Doyenne des artistes plasticiennes, Anta Germaine Gaye dit avoir remis un courrier aux responsables du Collectif des plasticiennes en leur expliquant la liste des membres du comité de sélection. «C’est une liste qui provient d’un arrêté ministériel. Il n’y a pas un seul artiste ou une seule artiste qui soit dans cette  liste. C’est plutôt un historien de l’art, un critique d’art et un professeur d’art, Vieux Diba, qui n’a pas été candidat, ne pouvant pas être juge et partie et il y a la secrétaire de la biennale», ajoute Madame Gaye qui dit avoir reçu son enveloppe pour avoir été sélectionnée.

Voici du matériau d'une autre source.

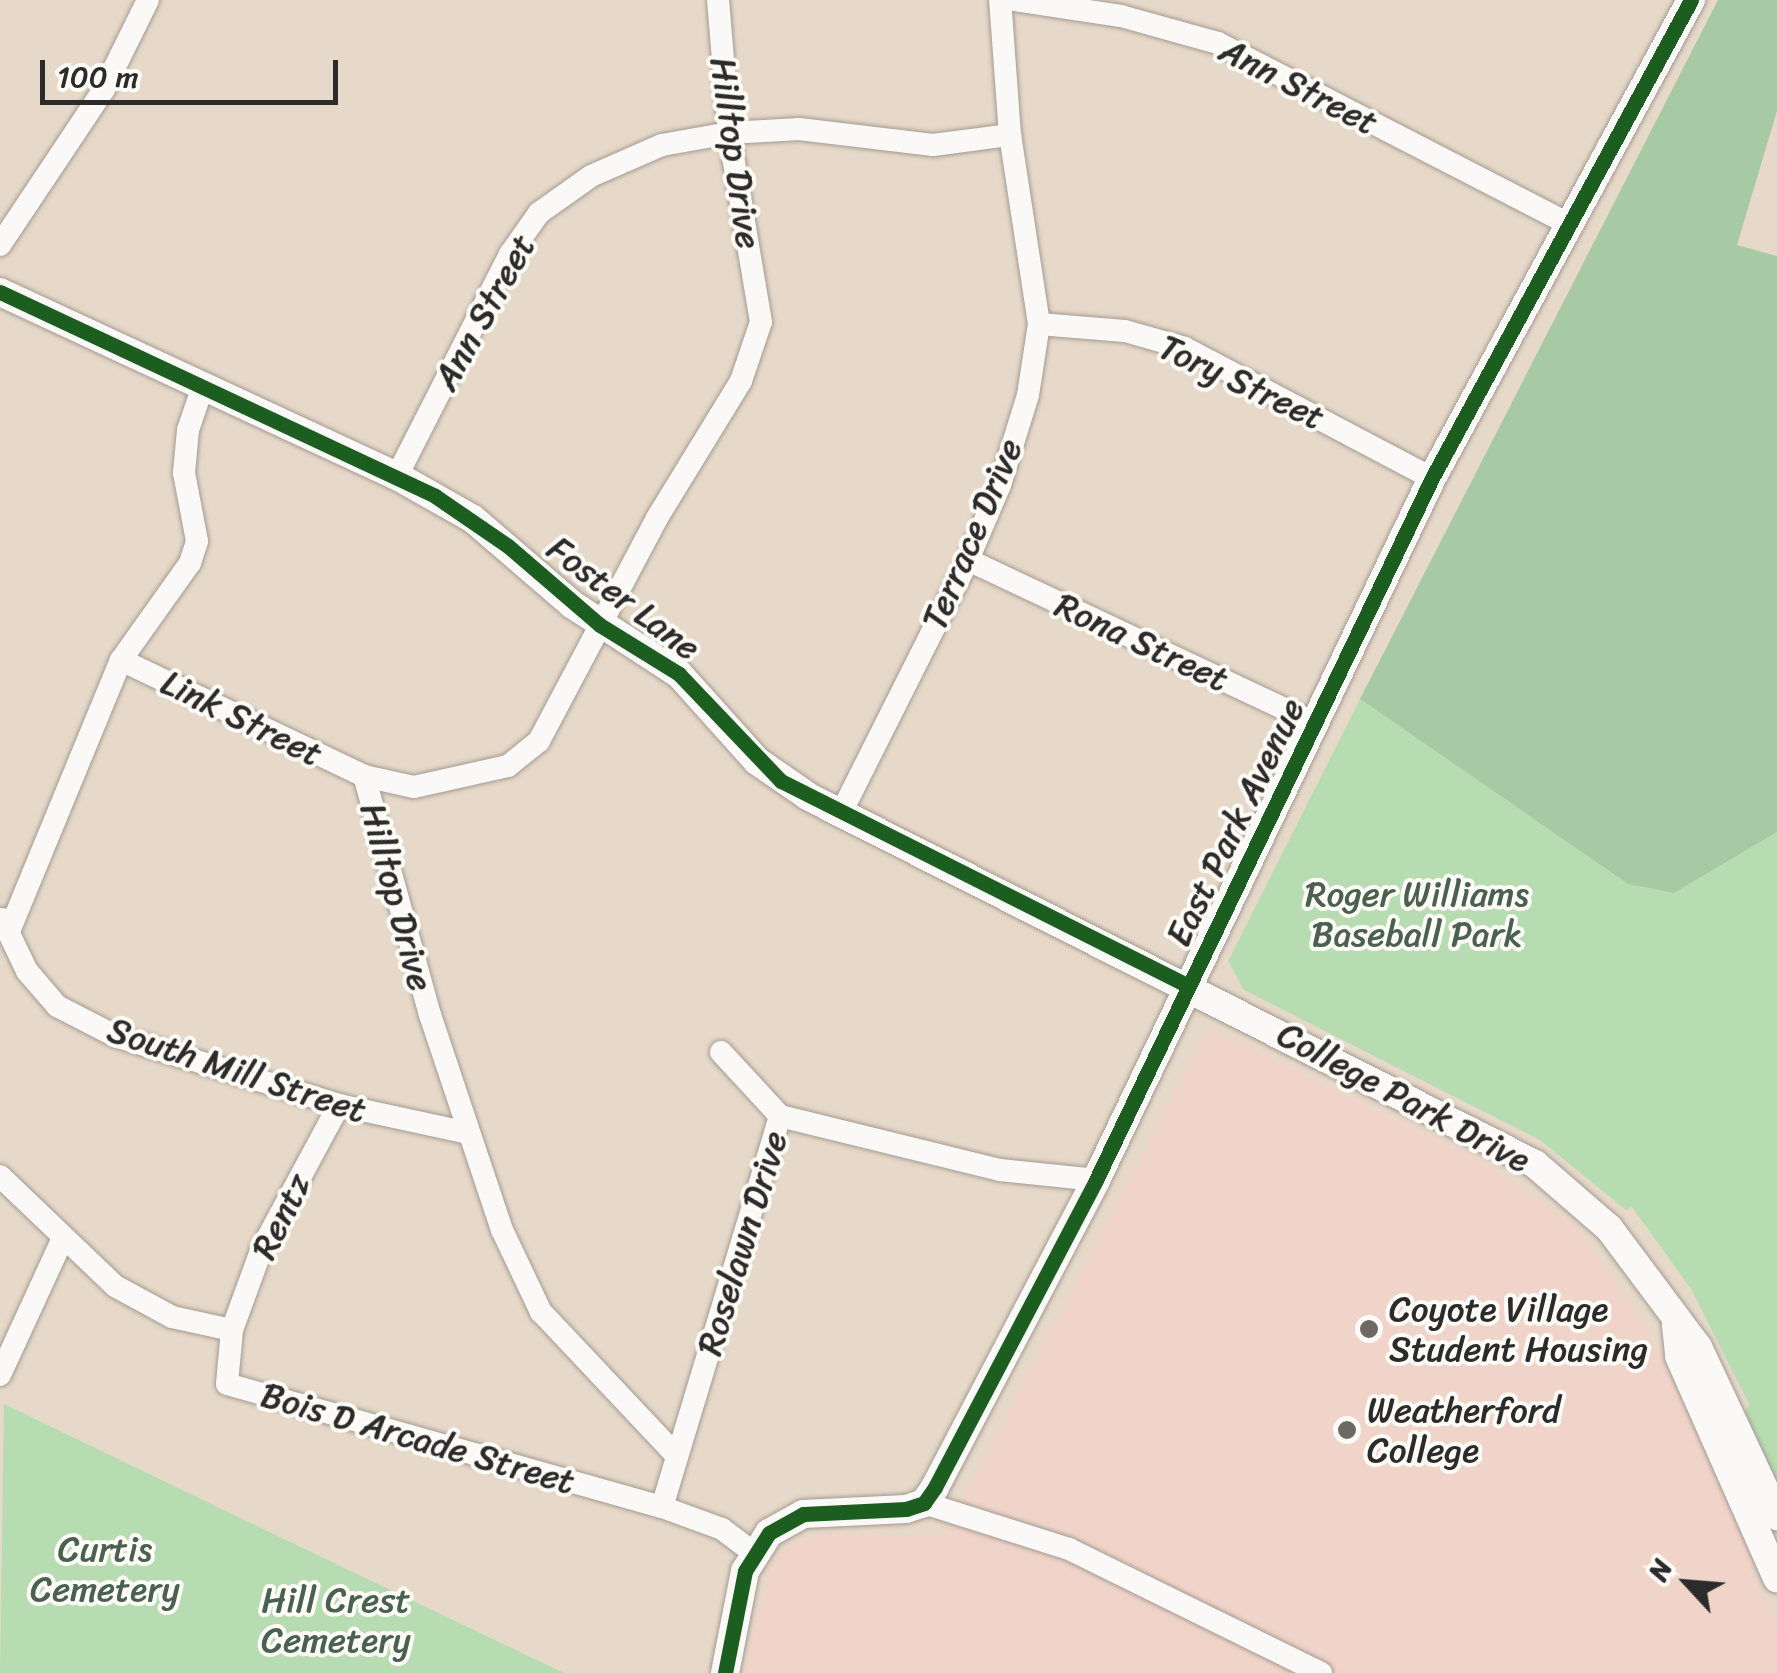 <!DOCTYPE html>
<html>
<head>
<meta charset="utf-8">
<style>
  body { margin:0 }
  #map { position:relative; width:1777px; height:1673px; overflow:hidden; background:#e7d9c9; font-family:Sriracha,sans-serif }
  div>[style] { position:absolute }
  .built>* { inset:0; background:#f0d4ca }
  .green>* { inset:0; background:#b7dcb1 }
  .forest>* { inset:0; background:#a7caa4 }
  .roads { filter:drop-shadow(0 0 2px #a39b91) drop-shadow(0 0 2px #a39b91) }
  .minor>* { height:22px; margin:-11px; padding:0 11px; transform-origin:11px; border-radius:11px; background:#fbf9f7 }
  .tertiary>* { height:28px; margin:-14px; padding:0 14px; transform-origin:14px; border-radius:14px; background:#fbf9f7 }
  .cycleway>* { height:15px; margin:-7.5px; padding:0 7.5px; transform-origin:7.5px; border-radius:7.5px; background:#1b5e20 }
  .dots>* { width:28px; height:28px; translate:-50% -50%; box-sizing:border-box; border:5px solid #fdfcf7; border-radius:50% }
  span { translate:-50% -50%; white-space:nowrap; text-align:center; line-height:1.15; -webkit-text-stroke:8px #fdfcf7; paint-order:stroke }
  .street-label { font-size:35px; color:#2b2b2b }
  .park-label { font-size:35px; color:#49614e }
  .poi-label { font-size:35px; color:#2b2b2b }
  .left { translate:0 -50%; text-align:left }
  .north { position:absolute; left:1637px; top:1533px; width:100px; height:100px; -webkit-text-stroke:8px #fdfcf7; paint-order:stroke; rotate:296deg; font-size:28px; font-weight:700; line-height:40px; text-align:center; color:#2b2b2b }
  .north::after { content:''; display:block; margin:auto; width:35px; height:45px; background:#2b2b2b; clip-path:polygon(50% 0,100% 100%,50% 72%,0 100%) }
  .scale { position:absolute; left:40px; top:60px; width:298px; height:45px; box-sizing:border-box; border:5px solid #2b2b2b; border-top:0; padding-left:12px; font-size:30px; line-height:35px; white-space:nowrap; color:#2b2b2b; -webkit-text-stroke:8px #fdfcf7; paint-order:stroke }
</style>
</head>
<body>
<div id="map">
  <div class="built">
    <div style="clip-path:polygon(1208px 1028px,1479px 1159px,1575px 1226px,1646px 1325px,1755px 1555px,1751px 1574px,1777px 1622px,1777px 1673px,743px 1673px,773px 1558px,792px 1541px,827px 1534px,944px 1536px)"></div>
  </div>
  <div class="green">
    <div style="clip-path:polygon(1360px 699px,1628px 884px,1674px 893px,1777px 832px,1777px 1492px,1743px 1417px,1749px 1404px,1691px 1289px,1632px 1207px,1626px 1210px,1540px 1140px,1244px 990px,1228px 961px)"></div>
    <div style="clip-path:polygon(4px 1404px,309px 1551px,564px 1673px,0 1673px)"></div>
  </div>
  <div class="forest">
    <div style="clip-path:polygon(1718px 0,1777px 0,1777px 111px,1737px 245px,1777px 256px,1777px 832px,1674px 893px,1628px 884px,1360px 699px)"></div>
  </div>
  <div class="roads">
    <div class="minor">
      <div style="left:1015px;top:0;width:107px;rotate:8.6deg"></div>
      <div style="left:1121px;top:16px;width:101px;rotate:15.6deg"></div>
      <div style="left:1218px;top:43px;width:392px;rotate:27.3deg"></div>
      <div style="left:0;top:245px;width:187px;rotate:-56.3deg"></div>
      <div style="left:104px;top:89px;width:99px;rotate:-63.7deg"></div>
      <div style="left:1039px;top:324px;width:86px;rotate:4.7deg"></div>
      <div style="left:1125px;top:331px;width:62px;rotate:15.8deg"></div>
      <div style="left:1185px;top:348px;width:279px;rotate:27.8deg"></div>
      <div style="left:397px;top:476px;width:249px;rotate:-63deg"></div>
      <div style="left:510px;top:254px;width:50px;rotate:-54.7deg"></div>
      <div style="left:539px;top:213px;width:64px;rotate:-35.4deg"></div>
      <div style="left:591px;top:176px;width:77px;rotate:-23.6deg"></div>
      <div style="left:662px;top:145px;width:68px;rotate:-10.2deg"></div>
      <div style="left:729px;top:133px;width:70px;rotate:-3.3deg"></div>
      <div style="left:799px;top:129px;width:135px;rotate:6.8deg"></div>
      <div style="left:933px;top:145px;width:78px;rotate:-7.4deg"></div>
      <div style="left:968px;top:560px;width:385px;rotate:25.2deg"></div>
      <div style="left:121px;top:660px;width:269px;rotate:25.5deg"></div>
      <div style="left:841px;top:813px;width:283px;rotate:-63.3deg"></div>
      <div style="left:968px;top:560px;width:82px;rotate:-66.9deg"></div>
      <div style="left:1000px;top:485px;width:94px;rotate:-72.7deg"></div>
      <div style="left:1028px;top:395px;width:72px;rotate:-81.2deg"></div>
      <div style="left:1039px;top:324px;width:191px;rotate:-98.7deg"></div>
      <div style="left:1010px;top:135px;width:135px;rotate:-94.2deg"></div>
      <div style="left:2px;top:919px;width:58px;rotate:64.3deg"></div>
      <div style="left:27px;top:971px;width:46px;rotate:49.4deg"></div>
      <div style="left:57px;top:1006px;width:65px;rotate:27.3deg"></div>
      <div style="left:115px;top:1036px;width:234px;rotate:17.1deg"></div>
      <div style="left:339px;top:1105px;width:132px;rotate:12.2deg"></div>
      <div style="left:10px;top:929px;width:291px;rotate:-67.6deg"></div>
      <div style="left:121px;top:660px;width:119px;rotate:-54.6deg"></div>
      <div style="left:190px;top:563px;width:23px;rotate:-72deg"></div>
      <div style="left:197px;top:541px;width:69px;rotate:-100.8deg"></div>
      <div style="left:184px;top:473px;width:43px;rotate:-84.7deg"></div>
      <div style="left:188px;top:430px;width:46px;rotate:-71.2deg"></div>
      <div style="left:721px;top:1052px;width:87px;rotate:47.3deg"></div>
      <div style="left:0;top:1176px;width:159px;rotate:43.7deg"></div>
      <div style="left:115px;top:1286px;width:65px;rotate:28.5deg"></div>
      <div style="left:172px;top:1317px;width:61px;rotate:12.2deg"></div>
      <div style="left:232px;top:1330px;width:54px;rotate:95.3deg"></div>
      <div style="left:227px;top:1384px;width:452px;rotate:15.8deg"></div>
      <div style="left:662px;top:1507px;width:64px;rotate:20.1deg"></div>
      <div style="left:722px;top:1529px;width:40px;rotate:37deg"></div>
      <div style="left:232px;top:1330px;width:87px;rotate:-69.9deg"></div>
      <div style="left:262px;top:1248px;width:162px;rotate:-61.7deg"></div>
      <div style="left:0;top:1375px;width:149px;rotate:-65.3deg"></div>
      <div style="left:674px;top:1453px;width:194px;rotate:-133.3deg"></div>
      <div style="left:541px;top:1312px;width:91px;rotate:-115.4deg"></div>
      <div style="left:502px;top:1230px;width:227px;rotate:-108.5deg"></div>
      <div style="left:430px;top:1015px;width:248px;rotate:-105.4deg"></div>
      <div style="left:364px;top:776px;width:51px;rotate:12.4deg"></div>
      <div style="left:414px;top:787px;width:96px;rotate:-12.6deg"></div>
      <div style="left:508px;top:766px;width:40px;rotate:-39deg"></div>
      <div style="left:539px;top:741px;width:252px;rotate:-62.1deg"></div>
      <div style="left:657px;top:518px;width:161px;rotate:-58.5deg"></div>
      <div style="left:741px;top:381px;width:62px;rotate:-71.3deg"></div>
      <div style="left:761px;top:322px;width:192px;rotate:-99.6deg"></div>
      <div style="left:729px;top:133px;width:133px;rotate:-94.7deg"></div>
      <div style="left:924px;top:1503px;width:152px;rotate:17.6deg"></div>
      <div style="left:1069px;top:1549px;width:281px;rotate:26.2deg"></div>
      <div style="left:662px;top:1507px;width:408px;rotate:-73.2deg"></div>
      <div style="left:780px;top:1116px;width:227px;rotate:13.8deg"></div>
      <div style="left:1000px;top:1170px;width:97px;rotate:5.9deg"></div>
    </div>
    <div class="tertiary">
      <div style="left:0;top:292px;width:438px;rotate:24.9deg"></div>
      <div style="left:397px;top:476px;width:87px;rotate:29.5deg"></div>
      <div style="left:473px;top:519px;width:132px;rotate:40.7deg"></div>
      <div style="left:573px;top:605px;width:126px;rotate:33.1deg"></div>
      <div style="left:679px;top:674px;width:117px;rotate:48.1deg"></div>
      <div style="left:757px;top:761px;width:63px;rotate:34.7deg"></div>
      <div style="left:809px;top:797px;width:813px;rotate:26.82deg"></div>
      <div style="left:1535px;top:1164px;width:98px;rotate:40.9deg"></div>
      <div style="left:1609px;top:1228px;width:149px;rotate:53.2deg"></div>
      <div style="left:1698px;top:1347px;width:187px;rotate:64.9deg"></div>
      <div style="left:1676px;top:1325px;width:31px;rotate:84deg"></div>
      <div style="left:1679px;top:1356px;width:243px;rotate:66.2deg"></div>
      <div style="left:725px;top:1673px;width:104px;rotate:-78.9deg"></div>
      <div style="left:745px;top:1571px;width:45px;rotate:-57.7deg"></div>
      <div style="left:769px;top:1533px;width:39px;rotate:-29deg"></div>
      <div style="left:803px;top:1514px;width:103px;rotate:-2.8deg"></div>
      <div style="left:906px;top:1509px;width:19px;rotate:-18deg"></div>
      <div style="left:924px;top:1503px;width:19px;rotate:-55deg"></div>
      <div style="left:935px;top:1487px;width:347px;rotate:-62.3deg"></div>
      <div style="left:1096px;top:1180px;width:778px;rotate:-64.42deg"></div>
      <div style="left:1432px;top:478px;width:544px;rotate:-61.55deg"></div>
    </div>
  </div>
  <div class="cycleway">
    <div style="left:0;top:292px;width:480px;rotate:25.1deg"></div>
    <div style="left:435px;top:496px;width:88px;rotate:34.4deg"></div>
    <div style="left:508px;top:546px;width:121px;rotate:40.7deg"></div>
    <div style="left:600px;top:625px;width:93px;rotate:31.8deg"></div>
    <div style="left:679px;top:674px;width:148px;rotate:46.4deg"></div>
    <div style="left:781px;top:781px;width:456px;rotate:26.7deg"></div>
    <div style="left:725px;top:1673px;width:104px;rotate:-78.9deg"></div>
    <div style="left:745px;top:1571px;width:45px;rotate:-57.7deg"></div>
    <div style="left:769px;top:1533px;width:39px;rotate:-29deg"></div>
    <div style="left:803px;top:1514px;width:103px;rotate:-2.8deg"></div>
    <div style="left:906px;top:1509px;width:19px;rotate:-18deg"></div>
    <div style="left:924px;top:1503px;width:19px;rotate:-55deg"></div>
    <div style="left:935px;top:1487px;width:347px;rotate:-62.3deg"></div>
    <div style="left:1096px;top:1180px;width:778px;rotate:-64.42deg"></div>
    <div style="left:1432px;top:478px;width:544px;rotate:-61.55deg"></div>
  </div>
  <div class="dots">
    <div style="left:1369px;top:1329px;background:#6d6862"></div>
    <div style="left:1347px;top:1430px;background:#6d6862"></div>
  </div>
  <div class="street-label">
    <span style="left:1299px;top:86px;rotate:27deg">Ann Street</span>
    <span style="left:736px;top:153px;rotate:82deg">Hilltop Drive</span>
    <span style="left:484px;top:312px;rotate:-61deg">Ann Street</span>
    <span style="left:1242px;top:382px;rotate:25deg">Tory Street</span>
    <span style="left:972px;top:534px;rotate:-67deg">Terrace Drive</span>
    <span style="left:624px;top:598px;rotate:37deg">Foster Lane</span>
    <span style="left:1142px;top:642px;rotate:25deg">Rona Street</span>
    <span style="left:242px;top:718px;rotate:26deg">Link Street</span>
    <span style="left:1235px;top:822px;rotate:-64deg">East Park Avenue</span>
    <span style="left:397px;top:897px;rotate:75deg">Hilltop Drive</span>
    <span style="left:237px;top:1070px;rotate:18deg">South Mill Street</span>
    <span style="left:1404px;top:1097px;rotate:28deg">College Park Drive</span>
    <span style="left:281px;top:1216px;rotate:-64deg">Rentz</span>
    <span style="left:742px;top:1243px;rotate:-73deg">Roselawn Drive</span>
    <span style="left:418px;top:1438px;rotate:16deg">Bois D Arcade Street</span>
  </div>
  <div class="park-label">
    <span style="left:1417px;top:914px">Roger Williams<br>Baseball Park</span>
    <span style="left:105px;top:1569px">Curtis<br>Cemetery</span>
    <span style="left:336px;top:1620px">Hill Crest<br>Cemetery</span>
  </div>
  <div class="poi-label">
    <span class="left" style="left:1389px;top:1329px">Coyote Village<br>Student Housing</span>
    <span class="left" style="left:1367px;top:1430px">Weatherford<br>College</span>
  </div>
  <div class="north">N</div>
  <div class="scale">100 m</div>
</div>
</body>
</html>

Dieynabou Barry défend le processus
Après la conférence de presse, une tension a été notée entre l’artiste plasticienne, Dieynabou Barry, et les autres artistes du Collectif des plasticiennes. Ces dernières n’ont pas voulu que Dieynabou Barry, qui a pris le train en marche, prenne la parole. Mais la tension a fini par baisser et l’artiste-plasticienne, Dieynabou Barry, d’apporter des précisions. «Tout artiste qui n’est pas sur la liste n’est pas sélectionné, par contre on te réserve une enveloppe. Mais c’est le reliquat de l’argent qui va rester. Ce reliquat-là a été divisé en deux groupes. Le premier groupe est pour les artistes qui ont déposé leur candidature et qui n’ont pas été sélectionnés. Le deuxième groupe, ce sont les artistes qui n’ont pas déposé leur candidature et dont les noms se trouvent dans la banque de données des artistes visuels du Sénégal», souligne Dieynabou Barry qui dit avoir eu la chance d’être sélectionnée et se faire acheter ses œuvres.